Like cybersecurity forces in states across the nation, Oklahoma’s team has been adjusting over the past 13 months to new realities caused by international tensions and the risks inherent to a digitally dependent public workforce. For the Sooner State, that’s meant adopting new defensive technologies as well as forging new threat intelligence collaborations and communication practices, CISO Matt Singleton told Government Technology.
“People are buying into the thought that cybersecurity is community effort,” he said.
Sharing threat intelligence
Oklahoma started issuing regular cybersecurity briefings through Microsoft Teams — alongside ad hoc emergency briefings like the one sent Tuesday — in January 2020 as U.S.-Iran tensions rose, and the effort drew strong interest, Singleton said.
“From the first brief to the second brief — which was just a couple of weeks — our attendance doubled,” he said. “We started having folks coming out of the woodwork saying, ‘Hey can we get in on this? What do we need to do to participate?’”
That led Oklahoma to launch a threat intelligence sharing organization in October 2020, the Oklahoma Information Sharing and Analysis Center (OK-ISAC). The entity reaches across sectors to provide cybersecurity support and foster information sharing among members. Participants range from K-12 schools to private corporations and law enforcement, something Singleton says is rare for ISACs, which tend to be industry-specific.
Over the past 13 months, the state also built out an intelligence unit within Oklahoma’s Cyber Command to analyze threats and create products that it can push out to ISAC members in real time. The ISAC’s broad membership not only means the state can reach further with those supports, but participants also are starting to actively share their own threat intelligence as well, enabling greater visibility across the landscape.
“Before we had the Oklahoma-ISAC in place, you had a few organizations that had some idea of threat intelligence, but it was very siloed,” Singleton said.
Those divisions are now being broken down and data sharing can help all members’ security. Supports like these can be especially appealing to public school systems and other smaller-scale government agencies that tend to lack the IT and cybersecurity staff and resources to mount strong defenses.
Oklahoma’s energy companies, too, may particularly benefit, given that Singleton said hackers often regard those firms as lucrative targets. Still, he had initially been concerned that private firms might be reluctant to join the ISAC and open up about their own cybersecurity situations.
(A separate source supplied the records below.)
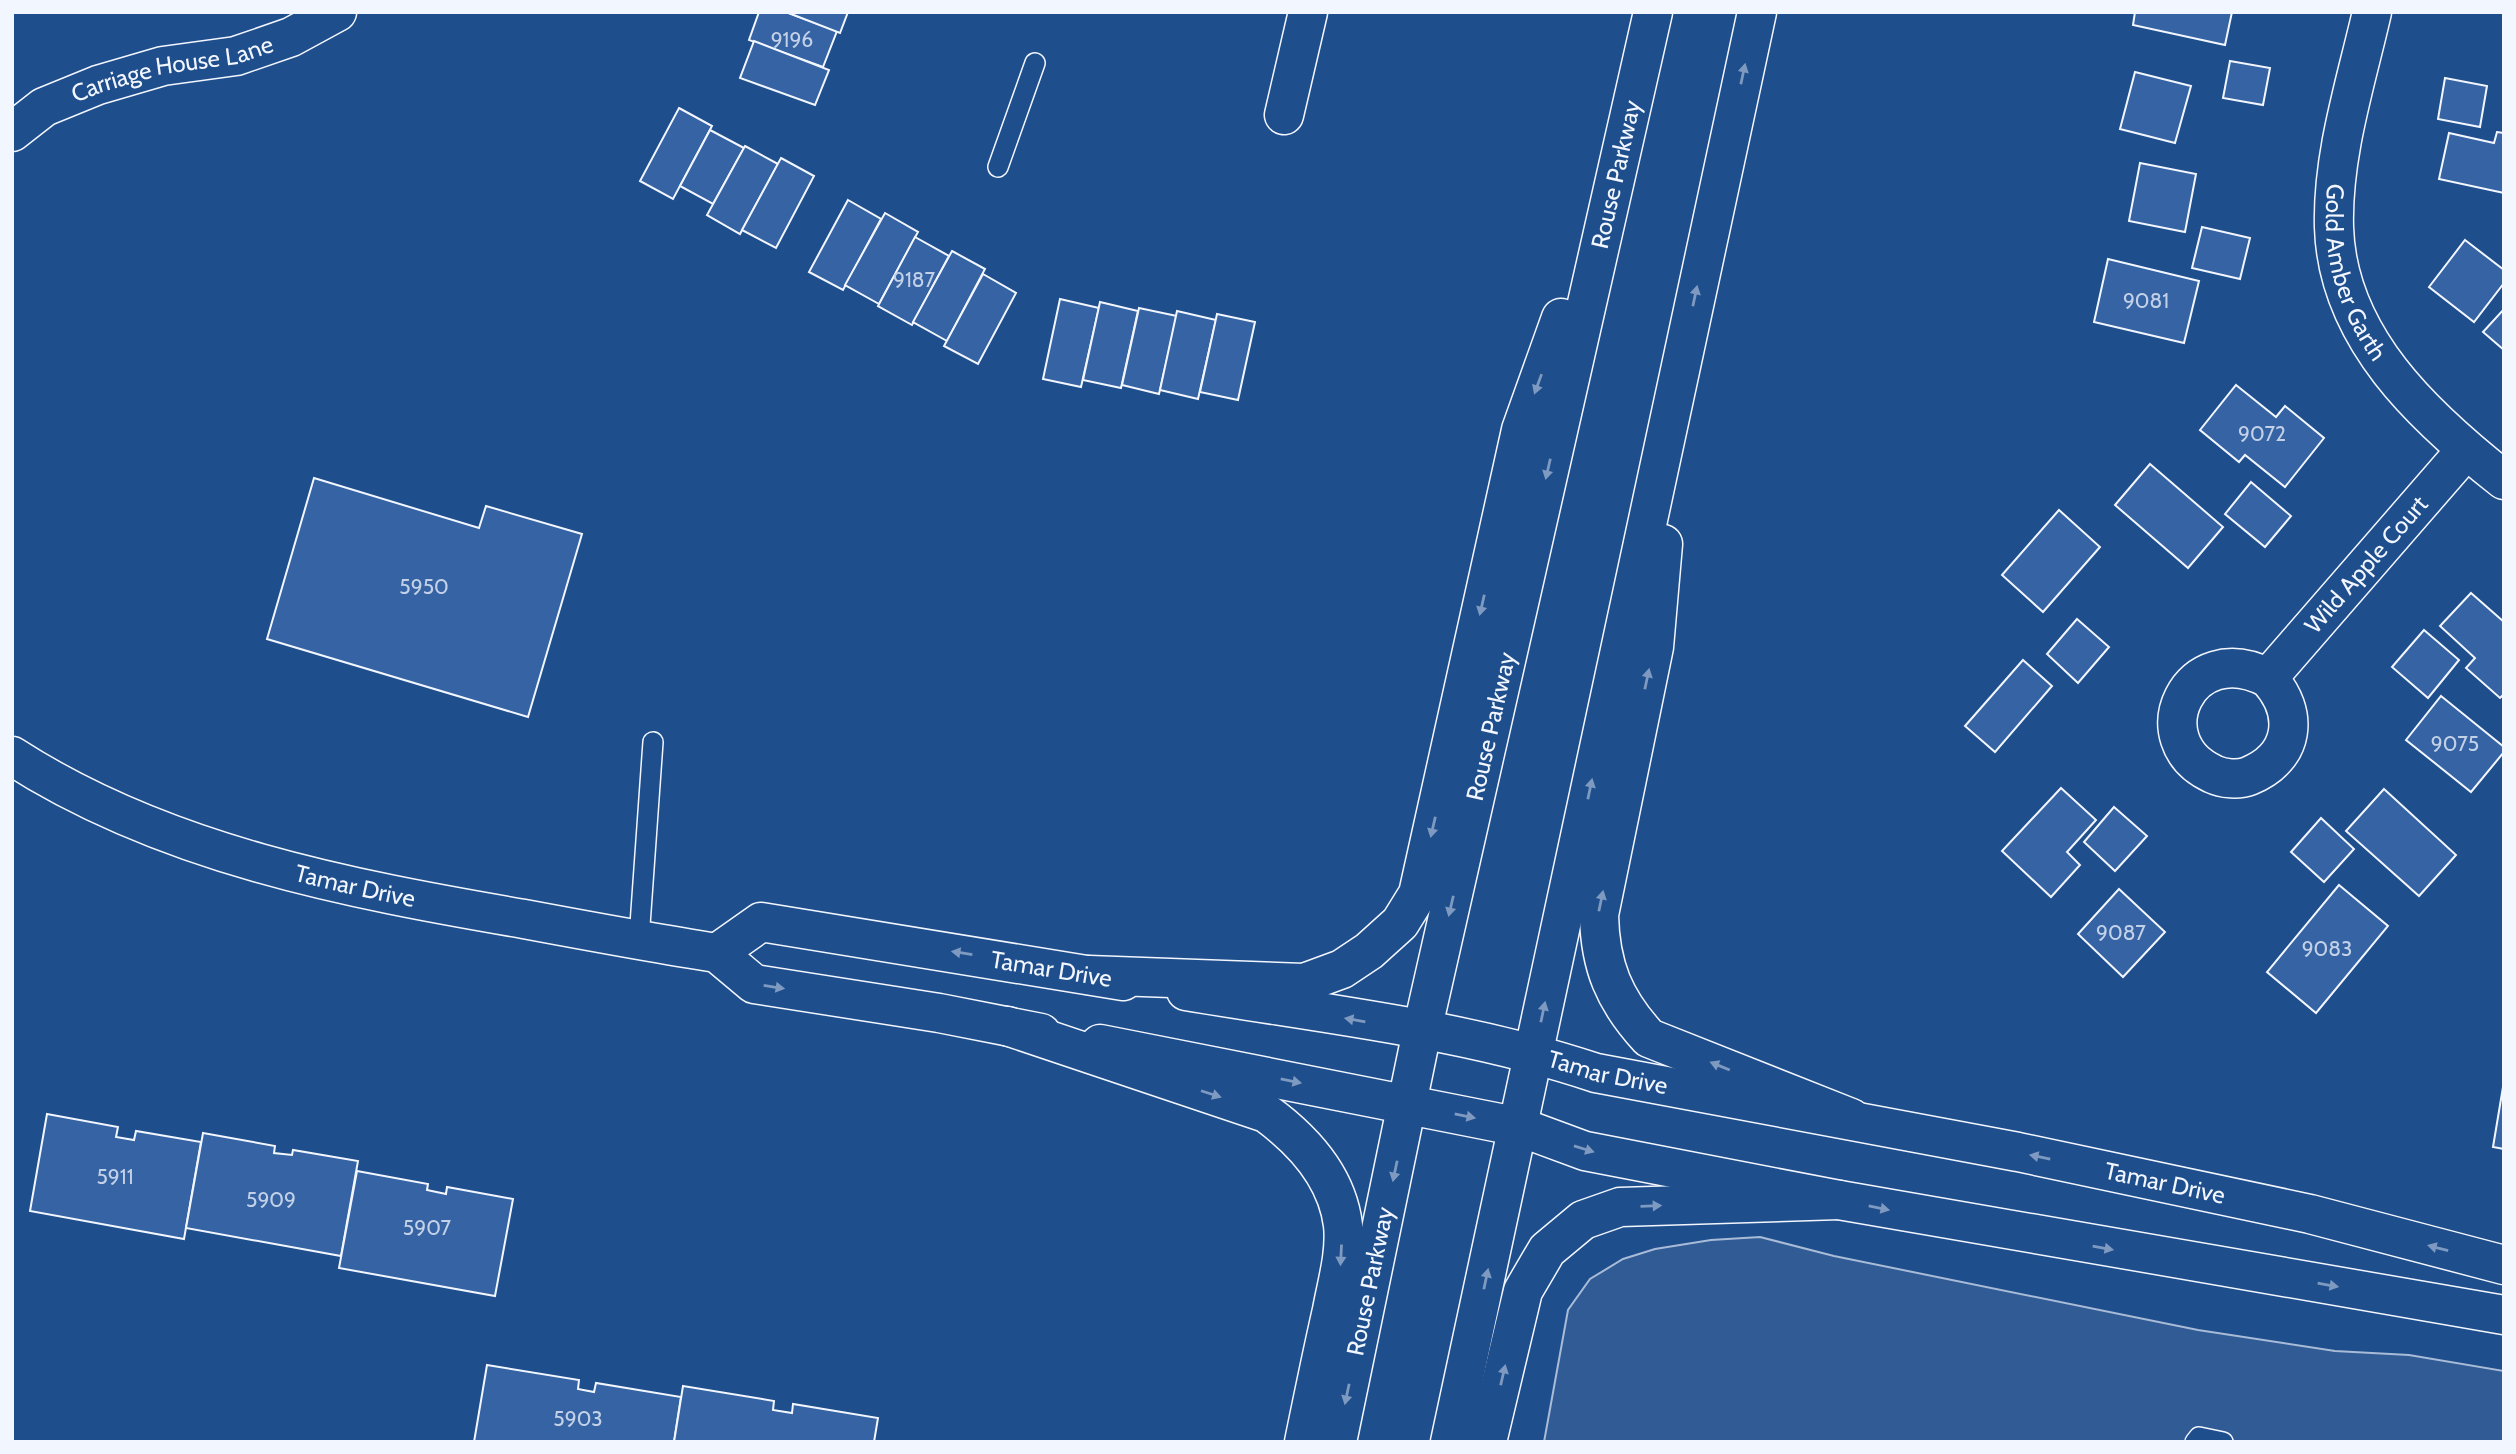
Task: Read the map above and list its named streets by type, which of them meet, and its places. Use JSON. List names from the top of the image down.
{
  "streets": {
    "main road": [
      "Carriage House Lane",
      "Rouse Parkway",
      "Gold Amber Garth",
      "Wild Apple Court",
      "Tamar Drive"
    ]
  },
  "crossings": [
    ["Rouse Parkway", "Tamar Drive"],
    ["Gold Amber Garth", "Wild Apple Court"]
  ],
  "house_numbers": [
    "9196",
    "9187",
    "9081",
    "9072",
    "5950",
    "9075",
    "9087",
    "9083",
    "5911",
    "5909",
    "5907",
    "5903"
  ]
}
“I thought there might be some hesitancy because if you’re sharing problems that you’re having from a cybersecurity standpoint, you might be giving up a competitive edge or you might be giving a competitive edge to somebody else,” he said. “But we haven’t really seen that.”
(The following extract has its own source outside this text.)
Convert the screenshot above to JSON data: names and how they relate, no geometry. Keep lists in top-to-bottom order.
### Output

OK-ISAC is also now looking to interstate collaborations, with plans to soon conduct regular cybersecurity intelligence and resources sharing sessions with neighboring states Arkansas, Colorado and Texas through a program dubbed Operation TACO.
Safeguarding remote work
The past year also has forced Oklahoma to refresh its approach to cybersecurity and the tools it leverages. That included rethinking how to safeguard systems once the shift to remote work moved staff outside of the state’s on-premise protections.
“The big work-from-home push hit us mid-March of 2020 and really caused us to have to reconsider how we were doing our cyber defenses in general,” Singleton said. “We basically changed our entire cybersecurity posture.”
The state now needed to secure each endpoint, and one serious worry was that staff logging on from home were no longer protected by the enterprise’s proxy server.
“[Without it] when end users go to sites, there’s nothing to say, ‘This is a known good or known bad site,’” Singleton said.
The state has recently been finalizing implementation of a proxy that is host-based, meaning that it no longer matters where employees are connecting from. He noted that this new approach could also smooth the return of staff to the office as they will not need to refresh themselves about on-site security approaches.